December 30th, 2012. 6:00 AM

My sister called from her trusted car repair shop. Her car needed a new transmission and fuel pump. She had a '95 Ford Escort; major problems like that meant her car was toast. It had been troublesome for months, and was now truly dead.

The car's demise had left my sister, her husband, and their 2 year old daughter without transport. Worse, they had a 20+ mile commute to work, didn't have time off, and would be fired if they couldn't get to work at a moment's notice.

I had less than 72 hours to find a replacement car. I spoke with my sister about what features she cared about.

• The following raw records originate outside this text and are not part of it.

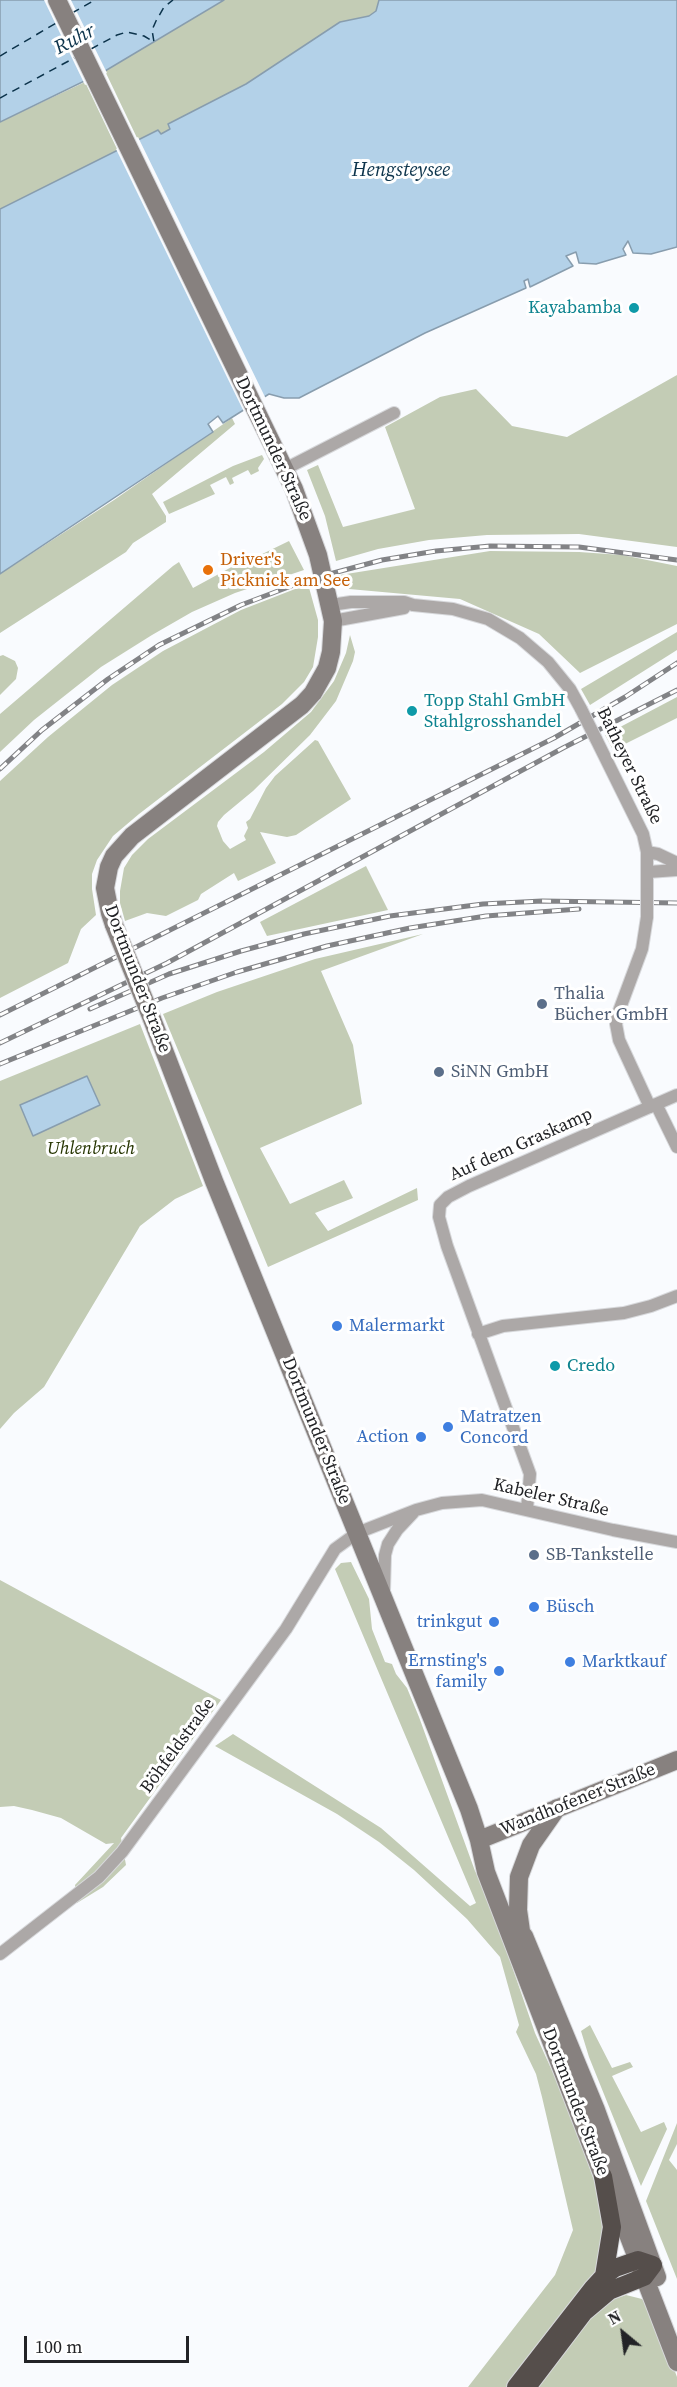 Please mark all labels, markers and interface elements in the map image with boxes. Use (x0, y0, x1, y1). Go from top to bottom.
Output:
water label: Ruhr (51, 19, 99, 61)
water label: Hengsteysee (352, 159, 450, 183)
place label: Kayabamba (528, 297, 622, 319)
marker: Kayabamba (627, 301, 641, 315)
street label: Dortmunder Straße (230, 374, 316, 524)
place label: Driver's Picknick am See (220, 549, 351, 592)
marker: Driver's Picknick am See (201, 563, 215, 577)
place label: Topp Stahl GmbH Stahlgrosshandel (424, 690, 565, 732)
marker: Topp Stahl GmbH Stahlgrosshandel (405, 704, 419, 718)
street label: Batheyer Straße (591, 704, 667, 828)
street label: Dortmunder Straße (99, 902, 175, 1056)
place label: Thalia Bücher GmbH (554, 983, 668, 1026)
marker: Thalia Bücher GmbH (535, 997, 549, 1011)
place label: SiNN GmbH (451, 1061, 549, 1083)
marker: SiNN GmbH (432, 1065, 446, 1079)
street label: Auf dem Graskamp (446, 1104, 596, 1186)
park label: Uhlenbruch (47, 1138, 135, 1160)
place label: Malermarkt (349, 1315, 445, 1337)
marker: Malermarkt (330, 1319, 344, 1333)
street label: Dortmunder Straße (277, 1354, 355, 1508)
place label: Credo (567, 1355, 615, 1377)
marker: Credo (548, 1359, 562, 1373)
place label: Matratzen Concord (460, 1406, 542, 1448)
marker: Matratzen Concord (441, 1420, 455, 1434)
place label: Action (357, 1426, 409, 1448)
marker: Action (414, 1430, 428, 1444)
street label: Kabeler Straße (491, 1474, 611, 1522)
place label: SB-Tankstelle (546, 1544, 654, 1566)
marker: SB-Tankstelle (527, 1548, 541, 1562)
place label: Büsch (546, 1596, 595, 1618)
marker: Büsch (527, 1600, 541, 1614)
place label: trinkgut (417, 1611, 482, 1633)
marker: trinkgut (487, 1615, 501, 1629)
place label: Ernsting's family (408, 1650, 487, 1692)
place label: Marktkauf (582, 1651, 666, 1673)
marker: Marktkauf (563, 1655, 577, 1669)
marker: Ernsting's family (492, 1664, 506, 1678)
street label: Böhfeldstraße (136, 1694, 220, 1798)
street label: Wandhofener Straße (497, 1759, 659, 1841)
street label: Dortmunder Straße (537, 2025, 613, 2179)
north arrow (593, 2303, 653, 2363)
text: N (604, 2305, 625, 2330)
scale bar (27, 2324, 192, 2362)
text: 100 m (35, 2334, 82, 2359)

  • Space for a child seat and groceries
  • Reliable
  • Purchase price is under $5,000
  • Low operating cost

"Operating cost" was the cost to run the car each year: repairs, insurance, and gas.

The goal became a reliable, fuel-efficient car. For under $5,000.

7:00 AM

I had done research into how to buy a car using data. An hour of sleuthing on Craigslist and AutoTrader revealed that vehicles this cheap are 9+ years old and have 100K+ miles on them. Many seemed of dubious reliability.

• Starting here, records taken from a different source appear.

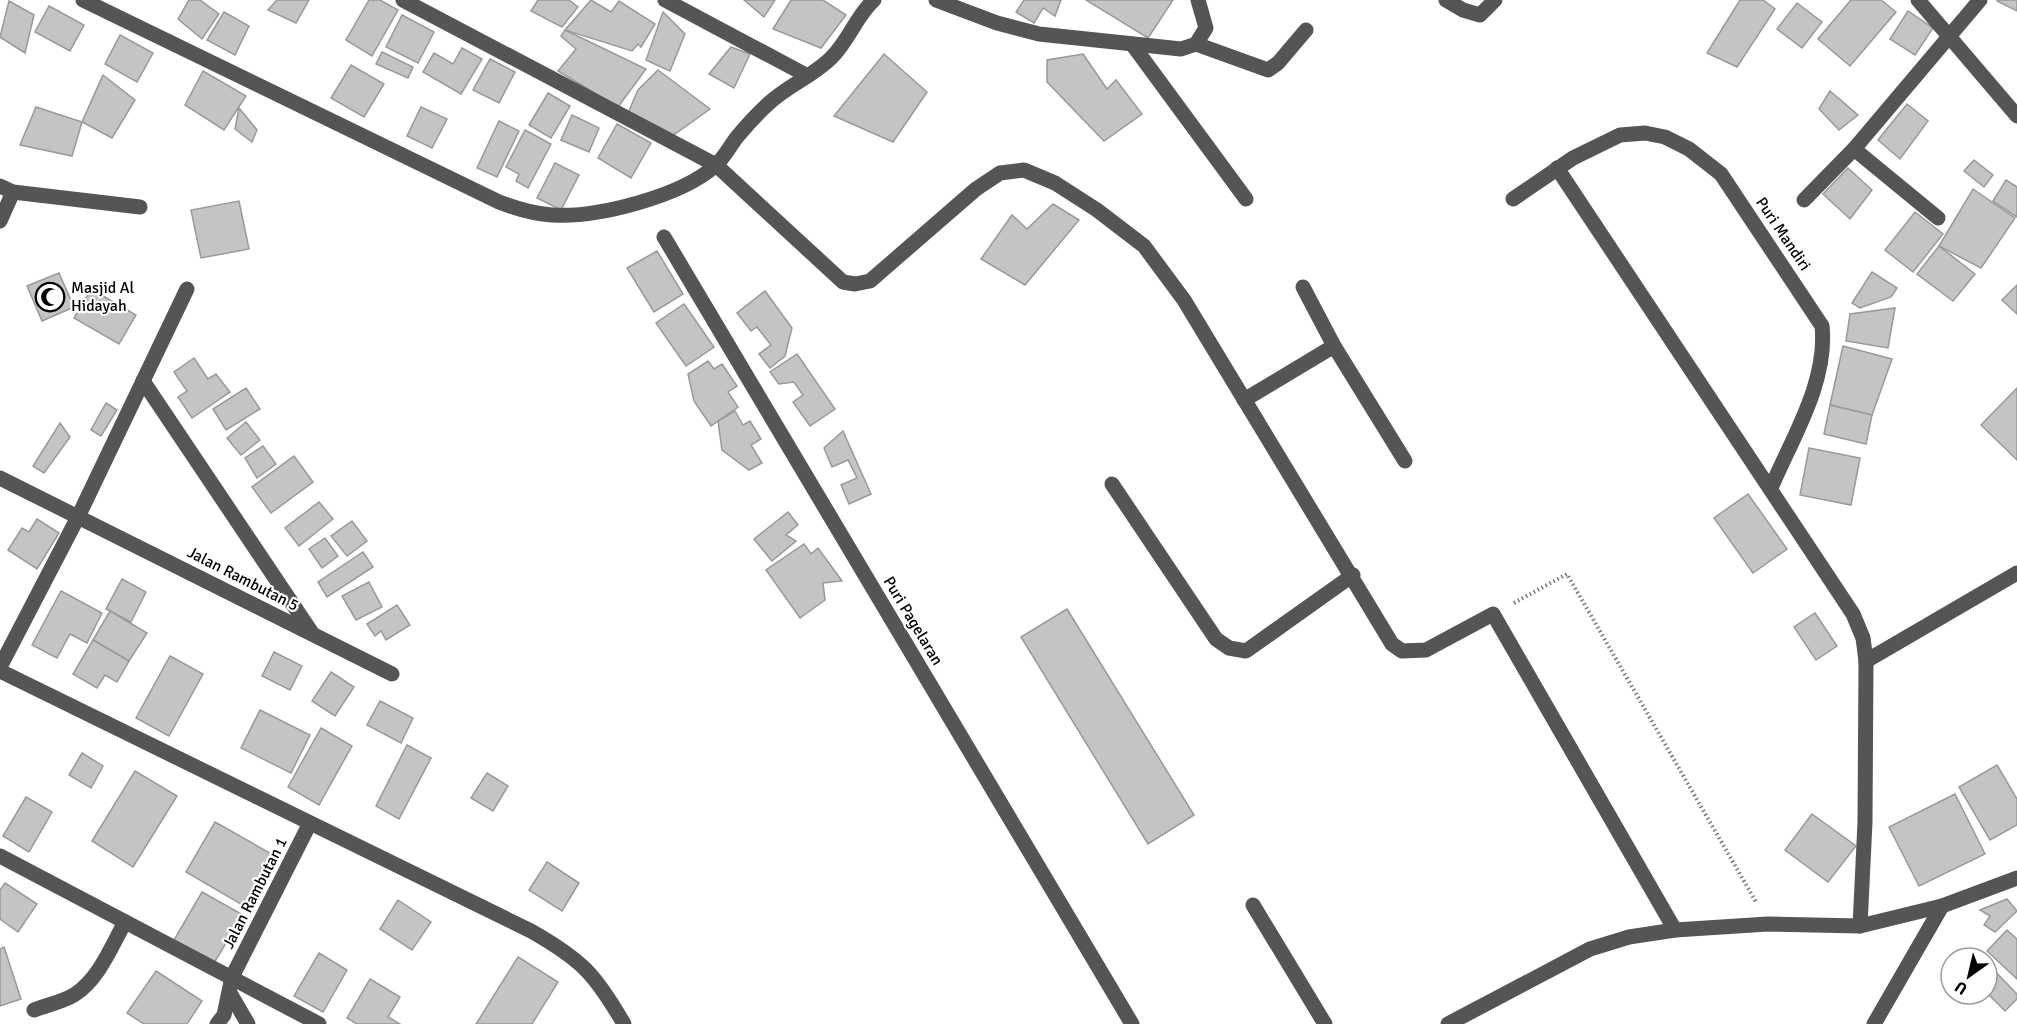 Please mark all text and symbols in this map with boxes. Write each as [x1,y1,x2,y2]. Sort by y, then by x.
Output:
street label: Puri Mandiri [1751,193,1815,275]
place label: Masjid Al Hidayah [71,278,134,316]
mosque icon: Masjid Al Hidayah [34,281,66,313]
street label: Jalan Rambutan 5 [184,542,302,616]
street label: Puri Pagelaran [879,573,947,669]
street label: Jalan Rambutan 1 [218,834,292,952]
north arrow [1939,946,1999,1006]
text: U [1951,976,1971,999]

Unfortunately there was no way to know the reliability of a car from its description. That suggested there were both ripoffs and deals in the listings. This was an information asymmetry problem. The seller had close to perfect knowledge and the buyer had very little.


Internet sleuthing led me to FleetBusiness, which reported how long different brands last before they die (are junked). I also found TrueDelta, which had reports from car owners about what car repairs, mileage and cost.

I quickly graphed the FleetBusinss data showing scrap rates of different brands of car. I conflated age with mileage/wear; I couldn't avoid the confound given the time.

The car brand that died off quickest was Suzuki. The brands that died off slowest were Toyota, Honda and Subaru. The die-off rate was not a straight was an S-shape, like the continuous normal distribution. Looking at the scrap rate per year, I saw a roughly normal distribution:

I also saw that cars died off en masse at 10-20 years old. The cars I was looking at were the worst possible age. The odds were good the car I purchased would die within the next 5-10 years.

I didn't care about total car death rates; I cared about how long a car would last if I purchased it at a certain age. The cars I was looking at purchasing were 10-13 years old. Any cars that died before that age were not for sale so I could exclude that percentage.

I subtracted the 10-year death rate from each year's death rate:

The most reliable brands to buy at 10 years' age were Honda and Toyota followed by Chrysler. I picked 6 reliable models:

  • Toyota Corolla
  • Honda Fit
  • Honda Civic
  • Toyota Camry
  • Hyundai Sonata
  • Hyundai Elantra

I had added 2 Hyundai models, the Elantra and Sonata, because I had heard their later-generation models were well built. This was not data-driven and stupid.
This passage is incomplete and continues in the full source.